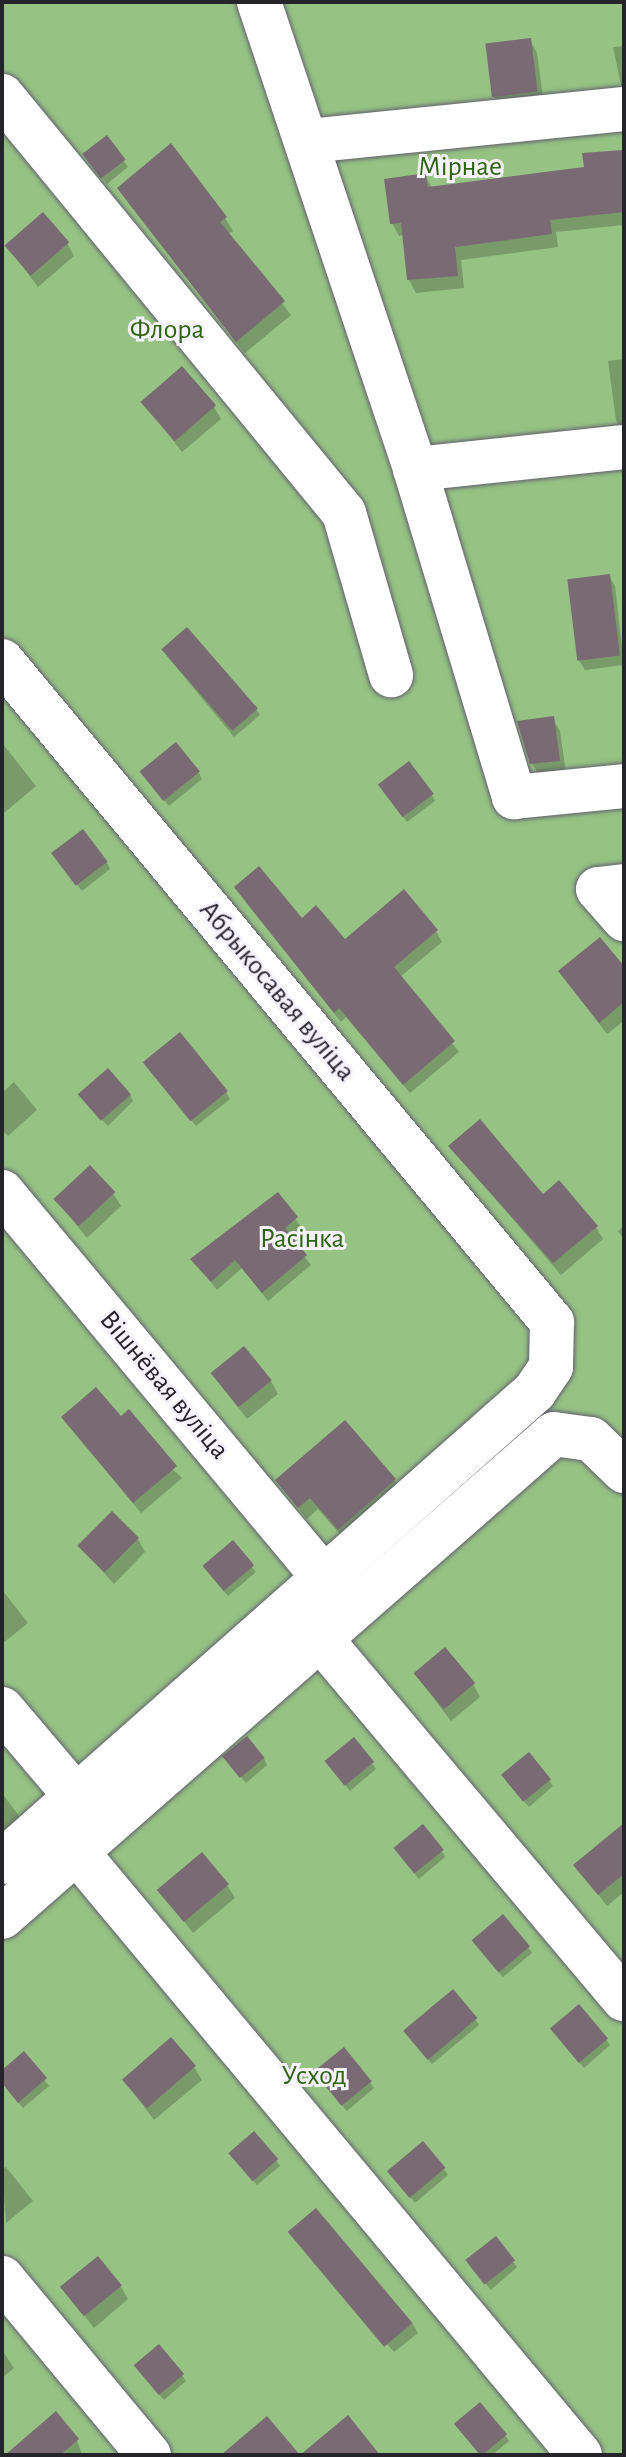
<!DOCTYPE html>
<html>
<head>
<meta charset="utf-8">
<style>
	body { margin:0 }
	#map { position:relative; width:626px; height:2457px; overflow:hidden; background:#e8e4f5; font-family:"Alegreya Sans",sans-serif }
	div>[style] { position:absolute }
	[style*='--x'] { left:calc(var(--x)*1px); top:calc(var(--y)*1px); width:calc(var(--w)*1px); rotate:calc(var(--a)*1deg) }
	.green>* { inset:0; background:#96c284; transform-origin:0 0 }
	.shadow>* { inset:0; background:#0003 }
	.building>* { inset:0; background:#7a6a73; transform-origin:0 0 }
	.roads { filter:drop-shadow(0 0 2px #635f6e) drop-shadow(0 0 2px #635f6e) }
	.minor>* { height:44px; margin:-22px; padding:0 22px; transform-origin:22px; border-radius:22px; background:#fff }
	span { translate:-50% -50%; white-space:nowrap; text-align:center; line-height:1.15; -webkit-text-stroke:6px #f5f2fd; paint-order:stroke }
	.park-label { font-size:28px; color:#2e6310 }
	.street-label { font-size:28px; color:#26242b }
	.frame { position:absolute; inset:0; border:4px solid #26242b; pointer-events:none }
</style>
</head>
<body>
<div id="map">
	<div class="green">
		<i style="left:2px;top:2px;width:622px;height:2453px"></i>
	</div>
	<div class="shadow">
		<i style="clip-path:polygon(530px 40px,537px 53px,544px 105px,501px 109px,494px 97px)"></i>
		<i style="clip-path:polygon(624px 46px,624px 85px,621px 85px,613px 47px)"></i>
		<i style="clip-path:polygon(107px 138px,128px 167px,107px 184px,89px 160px)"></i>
		<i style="clip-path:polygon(624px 152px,624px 225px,556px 232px,558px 247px,461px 260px,464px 288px,416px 293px,409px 280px,405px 235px,399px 236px,392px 223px,425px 175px,432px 188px,586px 169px)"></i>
		<i style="clip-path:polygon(127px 201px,225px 218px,233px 231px,228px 234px,291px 315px,245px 353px)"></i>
		<i style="clip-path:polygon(67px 243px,74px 256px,38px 287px,7px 246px)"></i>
		<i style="clip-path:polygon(624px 359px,624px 432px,623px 432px,616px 420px,608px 361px)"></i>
		<i style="clip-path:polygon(143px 402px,214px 407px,221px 419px,182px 452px)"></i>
		<i style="clip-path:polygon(609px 576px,615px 586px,624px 665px,585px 670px,579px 660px)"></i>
		<i style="clip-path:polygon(167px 656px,256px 709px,260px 715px,234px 737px)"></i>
		<i style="clip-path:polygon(553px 719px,560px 731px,566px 773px,540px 776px,532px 764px)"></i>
		<i style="clip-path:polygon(2px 743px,36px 786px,4px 813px,2px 810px)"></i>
		<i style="clip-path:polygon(199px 773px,202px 779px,169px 806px,146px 779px)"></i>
		<i style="clip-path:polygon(383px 791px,432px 795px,435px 801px,407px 822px)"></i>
		<i style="clip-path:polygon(58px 861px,107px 863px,110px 869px,82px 891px)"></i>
		<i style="clip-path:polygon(242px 897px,344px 942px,436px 931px,442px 942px,400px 977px,459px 1052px,410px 1093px,346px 1017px,341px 1022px)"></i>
		<i style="clip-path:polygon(624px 969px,624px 1021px,607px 1034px,560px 972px)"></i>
		<i style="clip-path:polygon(150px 1070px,226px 1092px,230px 1099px,196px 1126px)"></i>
		<i style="clip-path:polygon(14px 1082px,37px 1110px,8px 1136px,2px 1130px,2px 1093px)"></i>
		<i style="clip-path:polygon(130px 1095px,133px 1101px,108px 1126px,85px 1102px)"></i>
		<i style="clip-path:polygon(450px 1146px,596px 1227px,603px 1239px,561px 1275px)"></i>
		<i style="clip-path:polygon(113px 1193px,121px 1206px,87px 1238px,56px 1199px)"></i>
		<i style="clip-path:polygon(277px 1195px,302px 1228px,290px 1237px,311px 1265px,268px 1301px,242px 1268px,217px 1290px,193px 1259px)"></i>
		<i style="clip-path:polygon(624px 1226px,624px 1239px,618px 1231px)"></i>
		<i style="clip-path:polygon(213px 1374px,271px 1381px,278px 1394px,247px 1419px)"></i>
		<i style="clip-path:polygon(63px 1418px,120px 1419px,182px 1478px,141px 1513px)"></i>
		<i style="clip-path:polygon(394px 1480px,402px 1492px,346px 1541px,318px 1509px,307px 1519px,278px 1481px)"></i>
		<i style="clip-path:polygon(138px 1539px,145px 1552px,114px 1584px,80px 1546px)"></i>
		<i style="clip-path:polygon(233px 1543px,256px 1572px,228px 1596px,209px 1573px)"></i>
		<i style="clip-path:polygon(3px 1591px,28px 1623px,2px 1644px,2px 1592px)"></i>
		<i style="clip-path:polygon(415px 1674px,473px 1684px,480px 1697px,451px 1721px)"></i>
		<i style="clip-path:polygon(264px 1759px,267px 1765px,246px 1783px,229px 1763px)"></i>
		<i style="clip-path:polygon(372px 1763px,376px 1769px,350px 1791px,331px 1768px)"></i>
		<i style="clip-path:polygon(549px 1780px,553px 1786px,529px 1807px,507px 1782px)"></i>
		<i style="clip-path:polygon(2px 1793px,25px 1824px,2px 1843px)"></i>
		<i style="clip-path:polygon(624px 1831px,624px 1892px,607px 1906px,576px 1865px)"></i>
		<i style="clip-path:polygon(442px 1851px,445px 1857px,419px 1879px,400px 1855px)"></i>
		<i style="clip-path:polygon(227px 1885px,235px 1898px,193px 1933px,160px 1890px)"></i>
		<i style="clip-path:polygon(477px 1947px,528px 1947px,532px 1953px,503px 1977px)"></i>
		<i style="clip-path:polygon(475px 2019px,479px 2025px,432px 2064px,410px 2038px)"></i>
		<i style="clip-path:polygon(557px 2035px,606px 2039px,610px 2045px,584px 2068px)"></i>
		<i style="clip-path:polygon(24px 2054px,49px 2086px,23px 2108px,2px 2082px,2px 2072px)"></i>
		<i style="clip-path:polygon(194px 2067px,202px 2080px,154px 2120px,123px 2079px)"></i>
		<i style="clip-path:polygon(320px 2079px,370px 2082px,374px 2088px,347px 2111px)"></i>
		<i style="clip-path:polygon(234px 2159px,276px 2160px,280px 2166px,257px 2185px)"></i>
		<i style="clip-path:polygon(6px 2167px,33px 2201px,6px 2223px,2px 2170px)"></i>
		<i style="clip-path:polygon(444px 2169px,448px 2175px,415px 2203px,394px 2177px)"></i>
		<i style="clip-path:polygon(291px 2233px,412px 2323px,418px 2333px,394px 2352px)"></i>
		<i style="clip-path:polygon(496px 2239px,517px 2267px,491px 2290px,472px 2267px)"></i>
		<i style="clip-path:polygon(121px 2287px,128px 2299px,94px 2328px,63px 2288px)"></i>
		<i style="clip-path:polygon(2px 2350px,14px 2368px,2px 2378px)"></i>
		<i style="clip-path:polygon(139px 2371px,182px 2375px,186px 2381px,164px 2400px)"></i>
		<i style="clip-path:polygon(460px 2430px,505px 2435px,509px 2441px,492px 2455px,481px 2455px)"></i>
		<i style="clip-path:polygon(77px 2440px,82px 2455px,8px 2455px)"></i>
	</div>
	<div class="building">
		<i style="left:531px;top:38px;width:54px;height:46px;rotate:83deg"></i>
		<i style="left:107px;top:135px;width:31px;height:31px;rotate:53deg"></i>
		<i style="clip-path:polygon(171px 143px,227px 217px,220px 222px,285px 301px,236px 342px,117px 188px)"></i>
		<i style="clip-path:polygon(624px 150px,624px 212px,550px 220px,552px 234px,455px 247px,458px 276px,407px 280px,401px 223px,390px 224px,384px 179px,426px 173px,428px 187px,584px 167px,582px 153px)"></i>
		<i style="left:43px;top:212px;width:40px;height:51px;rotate:49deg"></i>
		<i style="left:182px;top:366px;width:52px;height:55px;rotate:49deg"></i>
		<i style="left:610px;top:574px;width:82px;height:43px;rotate:83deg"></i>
		<i style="left:187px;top:627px;width:108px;height:34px;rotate:49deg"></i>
		<i style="clip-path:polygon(554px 716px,560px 761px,530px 764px,517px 721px)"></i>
		<i style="left:176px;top:742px;width:38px;height:47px;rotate:51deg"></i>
		<i style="left:409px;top:761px;width:41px;height:39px;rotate:53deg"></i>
		<i style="left:83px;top:829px;width:41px;height:40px;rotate:53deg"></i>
		<i style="clip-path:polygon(259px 866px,302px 918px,316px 905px,345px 939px,404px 889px,438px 930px,394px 967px,455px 1041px,403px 1085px,339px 1008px,334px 1013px,234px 887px)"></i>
		<i style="clip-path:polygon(600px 937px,624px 966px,624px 1002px,599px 1023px,558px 971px)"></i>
		<i style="left:180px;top:1032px;width:76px;height:48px;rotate:51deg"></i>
		<i style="left:108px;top:1068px;width:35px;height:40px;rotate:49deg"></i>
		<i style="clip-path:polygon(480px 1119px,543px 1194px,559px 1180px,598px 1226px,553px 1263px,448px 1146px)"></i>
		<i style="left:90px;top:1165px;width:37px;height:50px;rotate:47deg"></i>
		<i style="clip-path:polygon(278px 1192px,298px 1217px,285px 1228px,307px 1255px,262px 1293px,235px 1260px,211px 1282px,190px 1259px)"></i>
		<i style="left:244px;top:1346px;width:44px;height:43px;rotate:51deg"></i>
		<i style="clip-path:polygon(96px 1387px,121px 1416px,129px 1409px,177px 1466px,133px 1503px,61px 1417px)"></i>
		<i style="clip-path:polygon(345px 1420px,396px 1479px,338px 1530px,310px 1498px,298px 1508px,275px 1480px)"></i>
		<i style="left:112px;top:1511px;width:38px;height:49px;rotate:45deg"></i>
		<i style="left:233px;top:1540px;width:33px;height:40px;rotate:50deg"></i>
		<i style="left:445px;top:1647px;width:47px;height:41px;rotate:50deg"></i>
		<i style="left:247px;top:1736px;width:28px;height:32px;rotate:51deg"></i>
		<i style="left:354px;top:1737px;width:32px;height:38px;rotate:51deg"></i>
		<i style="left:529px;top:1752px;width:35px;height:36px;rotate:51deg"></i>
		<i style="clip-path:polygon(624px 1823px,624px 1874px,598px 1895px,573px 1865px)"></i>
		<i style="left:423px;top:1824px;width:33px;height:38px;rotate:51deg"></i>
		<i style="left:202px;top:1852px;width:42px;height:59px;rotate:50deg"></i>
		<i style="left:503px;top:1914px;width:42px;height:41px;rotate:50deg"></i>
		<i style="left:453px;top:1989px;width:38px;height:65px;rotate:50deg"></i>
		<i style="left:579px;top:2004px;width:45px;height:38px;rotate:50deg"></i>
		<i style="left:171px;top:2037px;width:38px;height:65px;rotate:49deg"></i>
		<i style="left:344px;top:2047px;width:44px;height:39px;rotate:51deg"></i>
		<i style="clip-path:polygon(24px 2051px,47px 2078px,18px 2103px,2px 2083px,2px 2070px)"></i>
		<i style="left:254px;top:2131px;width:37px;height:34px;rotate:49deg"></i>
		<i style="left:423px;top:2141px;width:35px;height:47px;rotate:50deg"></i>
		<i style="left:316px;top:2208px;width:150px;height:37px;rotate:50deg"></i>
		<i style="left:496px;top:2236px;width:31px;height:39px;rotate:52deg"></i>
		<i style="left:98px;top:2256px;width:38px;height:49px;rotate:51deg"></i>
		<i style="left:159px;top:2344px;width:39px;height:33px;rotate:50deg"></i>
		<i style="left:480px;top:2402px;width:42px;height:34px;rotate:50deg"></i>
		<i style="clip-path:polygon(56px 2411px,79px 2439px,60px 2455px,5px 2455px)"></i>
		<i style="clip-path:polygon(348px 2415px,380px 2455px,221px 2455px,267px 2416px,300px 2455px)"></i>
	</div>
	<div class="roads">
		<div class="minor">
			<i style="--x:259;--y:2;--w:492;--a:71.5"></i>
			<i style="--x:415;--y:469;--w:343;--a:73.2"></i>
			<i style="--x:514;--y:797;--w:111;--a:-5.7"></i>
			<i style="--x:2;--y:96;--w:539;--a:50.64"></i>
			<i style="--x:344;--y:513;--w:169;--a:73.8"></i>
			<i style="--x:309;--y:141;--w:317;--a:-5.8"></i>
			<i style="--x:415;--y:469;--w:210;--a:-6"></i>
			<i style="--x:2;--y:661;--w:860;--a:50.24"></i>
			<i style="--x:552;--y:1322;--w:45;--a:91.3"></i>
			<i style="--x:551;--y:1367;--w:29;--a:124"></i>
			<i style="--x:535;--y:1391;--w:711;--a:138.53"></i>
			<i style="--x:624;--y:886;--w:26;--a:173"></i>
			<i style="--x:598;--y:889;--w:40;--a:49"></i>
			<i style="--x:2;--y:1192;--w:504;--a:50.15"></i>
			<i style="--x:318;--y:1636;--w:475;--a:49.9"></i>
			<i style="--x:2;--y:1709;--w:113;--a:49.7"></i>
			<i style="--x:75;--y:1850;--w:788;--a:50.15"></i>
			<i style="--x:2;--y:1917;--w:733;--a:-41.19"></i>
			<i style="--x:554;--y:1434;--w:37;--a:8"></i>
			<i style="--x:591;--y:1439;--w:46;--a:44.1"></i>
			<i style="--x:2;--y:2278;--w:230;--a:50.3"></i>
		</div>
	</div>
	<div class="park-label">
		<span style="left:460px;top:167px">Мірнае</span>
		<span style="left:167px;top:330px">Флора</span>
		<span style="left:302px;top:1239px">Расінка</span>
		<span style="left:314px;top:2076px">Усход</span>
	</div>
	<div class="street-label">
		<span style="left:277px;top:991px;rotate:50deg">Абрыкосавая вуліца</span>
		<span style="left:164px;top:1385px;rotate:50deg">Вішнёвая вуліца</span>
	</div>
	<div class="frame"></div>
</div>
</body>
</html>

+++++

What this task involves:
In the listing above, find the line with "inset:0; background:#96c284; transform-origin:0" and the line with "filter:drop-shadow(0 0 2px"; set down exactly those two lines and every line between them, nothing more.

Answer for the task:
	.green>* { inset:0; background:#96c284; transform-origin:0 0 }
	.shadow>* { inset:0; background:#0003 }
	.building>* { inset:0; background:#7a6a73; transform-origin:0 0 }
	.roads { filter:drop-shadow(0 0 2px #635f6e) drop-shadow(0 0 2px #635f6e) }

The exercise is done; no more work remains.